If making an estimated tax payment in early 2023 will not be sufficient to eliminate the tax underpayment penalty and you are not limited by the one-rollover-per-12-months limitation, in November or December you could take out more than your RMD in 2022 and have a sufficient amount of that distribution withheld for taxes to eliminate any tax underpayment penalty for 2022, then take some of your 2023 RMD in January and use that to complete a 60-day rollover of the amount distributed in late 2022 that was in excess of your 2022 RMD.  You might also want to have some of your January distribution withheld for taxes to avoid a tax underpayment penalty for 2023.

Thank you, Alan and DMx, for the nice tip that IRA also provides a nice little knob for tax withholding.  I am curious whether tax withholding by providers and estimated tax payment may be combined.  Let’s assume that my tax amounts to $40,000.  If I have $30,000 withheld for tax (by employer, ira, ss) by 12/31/2022, has not paid any estimated tax, and make a one-time estimated tax payment of the remaining $10,000 by 1/17/23, will I be subject to an under-withholding penalty?

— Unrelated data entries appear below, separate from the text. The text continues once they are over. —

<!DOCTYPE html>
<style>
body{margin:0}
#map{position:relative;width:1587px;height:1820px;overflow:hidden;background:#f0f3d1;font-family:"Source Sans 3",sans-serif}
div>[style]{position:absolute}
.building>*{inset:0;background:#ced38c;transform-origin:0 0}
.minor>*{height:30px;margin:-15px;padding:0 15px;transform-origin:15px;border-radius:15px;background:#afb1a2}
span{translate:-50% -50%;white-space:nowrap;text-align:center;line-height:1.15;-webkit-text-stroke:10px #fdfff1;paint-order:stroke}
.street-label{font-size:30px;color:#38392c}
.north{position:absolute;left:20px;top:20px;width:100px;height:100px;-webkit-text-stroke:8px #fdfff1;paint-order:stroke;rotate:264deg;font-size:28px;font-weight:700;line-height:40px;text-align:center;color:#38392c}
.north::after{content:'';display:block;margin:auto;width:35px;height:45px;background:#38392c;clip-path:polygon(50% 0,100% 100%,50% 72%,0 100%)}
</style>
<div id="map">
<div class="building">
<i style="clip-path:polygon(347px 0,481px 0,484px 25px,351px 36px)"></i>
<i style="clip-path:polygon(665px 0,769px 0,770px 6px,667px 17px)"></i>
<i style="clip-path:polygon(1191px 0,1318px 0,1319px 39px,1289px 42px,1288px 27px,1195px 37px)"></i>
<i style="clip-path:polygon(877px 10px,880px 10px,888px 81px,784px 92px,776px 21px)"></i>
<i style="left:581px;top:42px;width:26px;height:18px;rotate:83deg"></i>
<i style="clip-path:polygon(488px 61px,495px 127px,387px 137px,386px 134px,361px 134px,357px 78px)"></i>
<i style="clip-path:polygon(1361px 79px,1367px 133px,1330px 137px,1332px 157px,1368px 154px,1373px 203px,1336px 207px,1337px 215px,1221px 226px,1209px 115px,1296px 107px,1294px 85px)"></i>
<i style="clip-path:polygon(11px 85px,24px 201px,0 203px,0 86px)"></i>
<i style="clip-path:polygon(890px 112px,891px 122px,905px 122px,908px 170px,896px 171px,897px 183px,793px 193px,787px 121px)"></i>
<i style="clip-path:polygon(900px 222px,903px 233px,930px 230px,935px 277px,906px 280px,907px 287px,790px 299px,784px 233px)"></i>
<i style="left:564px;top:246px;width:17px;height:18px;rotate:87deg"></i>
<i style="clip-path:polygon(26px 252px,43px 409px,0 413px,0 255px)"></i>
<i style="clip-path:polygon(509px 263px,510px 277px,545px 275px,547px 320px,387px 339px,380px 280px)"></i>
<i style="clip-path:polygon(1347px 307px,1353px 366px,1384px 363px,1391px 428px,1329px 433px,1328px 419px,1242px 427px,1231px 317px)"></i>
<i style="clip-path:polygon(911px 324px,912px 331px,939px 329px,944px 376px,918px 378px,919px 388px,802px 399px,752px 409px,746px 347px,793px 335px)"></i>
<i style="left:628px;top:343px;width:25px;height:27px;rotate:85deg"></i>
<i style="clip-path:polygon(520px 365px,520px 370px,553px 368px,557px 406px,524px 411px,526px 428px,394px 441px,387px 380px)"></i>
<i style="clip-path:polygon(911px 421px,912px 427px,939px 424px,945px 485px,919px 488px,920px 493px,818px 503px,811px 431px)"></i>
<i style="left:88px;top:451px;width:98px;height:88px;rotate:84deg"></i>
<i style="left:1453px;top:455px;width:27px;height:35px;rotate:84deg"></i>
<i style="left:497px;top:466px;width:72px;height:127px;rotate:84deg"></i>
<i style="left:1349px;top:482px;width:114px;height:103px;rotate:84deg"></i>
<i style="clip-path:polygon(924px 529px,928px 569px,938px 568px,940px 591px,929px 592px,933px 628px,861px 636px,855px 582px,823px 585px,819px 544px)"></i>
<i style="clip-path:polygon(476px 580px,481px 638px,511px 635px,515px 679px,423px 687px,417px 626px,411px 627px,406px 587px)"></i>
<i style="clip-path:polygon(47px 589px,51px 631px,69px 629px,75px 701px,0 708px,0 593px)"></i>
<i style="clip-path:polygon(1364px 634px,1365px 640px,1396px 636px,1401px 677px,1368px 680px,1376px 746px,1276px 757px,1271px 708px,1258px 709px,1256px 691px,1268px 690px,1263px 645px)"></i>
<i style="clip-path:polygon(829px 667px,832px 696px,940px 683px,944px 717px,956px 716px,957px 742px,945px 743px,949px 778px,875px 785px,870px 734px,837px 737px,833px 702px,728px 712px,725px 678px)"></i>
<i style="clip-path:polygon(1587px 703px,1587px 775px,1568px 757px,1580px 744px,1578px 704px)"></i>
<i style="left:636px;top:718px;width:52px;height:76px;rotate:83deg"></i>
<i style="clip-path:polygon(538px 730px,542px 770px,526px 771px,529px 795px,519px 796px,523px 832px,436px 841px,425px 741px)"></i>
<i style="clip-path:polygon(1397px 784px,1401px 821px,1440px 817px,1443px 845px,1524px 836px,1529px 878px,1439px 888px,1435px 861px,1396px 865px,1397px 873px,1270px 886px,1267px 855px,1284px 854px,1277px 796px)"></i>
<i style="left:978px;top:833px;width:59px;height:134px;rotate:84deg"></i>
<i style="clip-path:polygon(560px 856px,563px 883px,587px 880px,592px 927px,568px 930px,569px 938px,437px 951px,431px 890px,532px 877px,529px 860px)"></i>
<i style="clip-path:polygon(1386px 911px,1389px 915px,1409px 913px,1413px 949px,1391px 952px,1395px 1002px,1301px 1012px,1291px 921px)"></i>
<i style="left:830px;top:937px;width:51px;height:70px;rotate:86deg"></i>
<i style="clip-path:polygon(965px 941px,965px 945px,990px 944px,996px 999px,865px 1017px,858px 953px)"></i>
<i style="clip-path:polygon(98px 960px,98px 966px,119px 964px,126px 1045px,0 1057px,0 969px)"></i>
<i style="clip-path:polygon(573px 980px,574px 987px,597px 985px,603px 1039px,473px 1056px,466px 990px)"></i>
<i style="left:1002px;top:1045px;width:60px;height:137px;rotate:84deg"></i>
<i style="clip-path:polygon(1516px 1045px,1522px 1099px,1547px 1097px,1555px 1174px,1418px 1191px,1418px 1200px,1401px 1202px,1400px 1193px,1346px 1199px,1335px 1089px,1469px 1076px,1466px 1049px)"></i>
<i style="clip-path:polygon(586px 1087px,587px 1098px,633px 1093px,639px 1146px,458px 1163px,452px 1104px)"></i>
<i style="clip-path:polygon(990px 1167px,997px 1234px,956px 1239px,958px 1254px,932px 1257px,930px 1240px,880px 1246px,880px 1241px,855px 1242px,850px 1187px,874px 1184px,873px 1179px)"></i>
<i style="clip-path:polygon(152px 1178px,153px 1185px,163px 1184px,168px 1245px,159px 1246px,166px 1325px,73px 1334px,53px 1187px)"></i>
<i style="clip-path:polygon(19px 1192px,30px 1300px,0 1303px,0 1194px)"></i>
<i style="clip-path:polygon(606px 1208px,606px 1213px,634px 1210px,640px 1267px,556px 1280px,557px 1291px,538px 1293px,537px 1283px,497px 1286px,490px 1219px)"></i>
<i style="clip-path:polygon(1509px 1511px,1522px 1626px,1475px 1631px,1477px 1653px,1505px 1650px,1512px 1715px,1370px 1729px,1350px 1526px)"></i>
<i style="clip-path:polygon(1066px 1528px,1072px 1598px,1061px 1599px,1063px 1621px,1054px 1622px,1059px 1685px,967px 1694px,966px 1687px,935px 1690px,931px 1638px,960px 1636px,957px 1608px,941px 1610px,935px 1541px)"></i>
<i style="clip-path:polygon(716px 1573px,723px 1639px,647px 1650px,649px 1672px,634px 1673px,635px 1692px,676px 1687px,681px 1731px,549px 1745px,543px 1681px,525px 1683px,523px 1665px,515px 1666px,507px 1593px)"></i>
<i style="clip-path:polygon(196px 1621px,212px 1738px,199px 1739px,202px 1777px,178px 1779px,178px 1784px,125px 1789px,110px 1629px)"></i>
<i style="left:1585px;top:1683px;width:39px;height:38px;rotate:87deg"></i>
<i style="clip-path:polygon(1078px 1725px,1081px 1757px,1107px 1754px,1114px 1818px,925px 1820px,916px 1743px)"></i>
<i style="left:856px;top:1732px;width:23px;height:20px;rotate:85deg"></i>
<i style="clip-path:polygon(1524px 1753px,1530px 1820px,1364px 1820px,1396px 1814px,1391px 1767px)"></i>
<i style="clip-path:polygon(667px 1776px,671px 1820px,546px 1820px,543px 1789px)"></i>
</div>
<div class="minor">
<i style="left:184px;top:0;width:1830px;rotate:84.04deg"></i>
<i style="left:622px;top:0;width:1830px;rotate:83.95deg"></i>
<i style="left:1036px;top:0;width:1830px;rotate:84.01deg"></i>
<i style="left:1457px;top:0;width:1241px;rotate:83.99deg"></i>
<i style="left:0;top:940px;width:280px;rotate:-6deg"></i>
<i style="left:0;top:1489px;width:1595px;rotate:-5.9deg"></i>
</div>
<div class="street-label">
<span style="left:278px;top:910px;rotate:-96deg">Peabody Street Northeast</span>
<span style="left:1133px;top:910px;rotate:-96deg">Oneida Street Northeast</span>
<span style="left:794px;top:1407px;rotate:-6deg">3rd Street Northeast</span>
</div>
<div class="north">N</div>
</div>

Ignoring any of the safe harbors that might apply, you would still have a penalty for Q1 through Q3 unless you annualize income and maybe tax payments as well to show that the tax withholding each of Q1, Q2 and Q3 was sufficient to cover the required amount for the quarter.  By default, 1/4 of your income and tax withholding is allocated to each tax quarter, so the tax withholding alone by default would only cover 3/4 of the required payment for each of the first three tax quarters.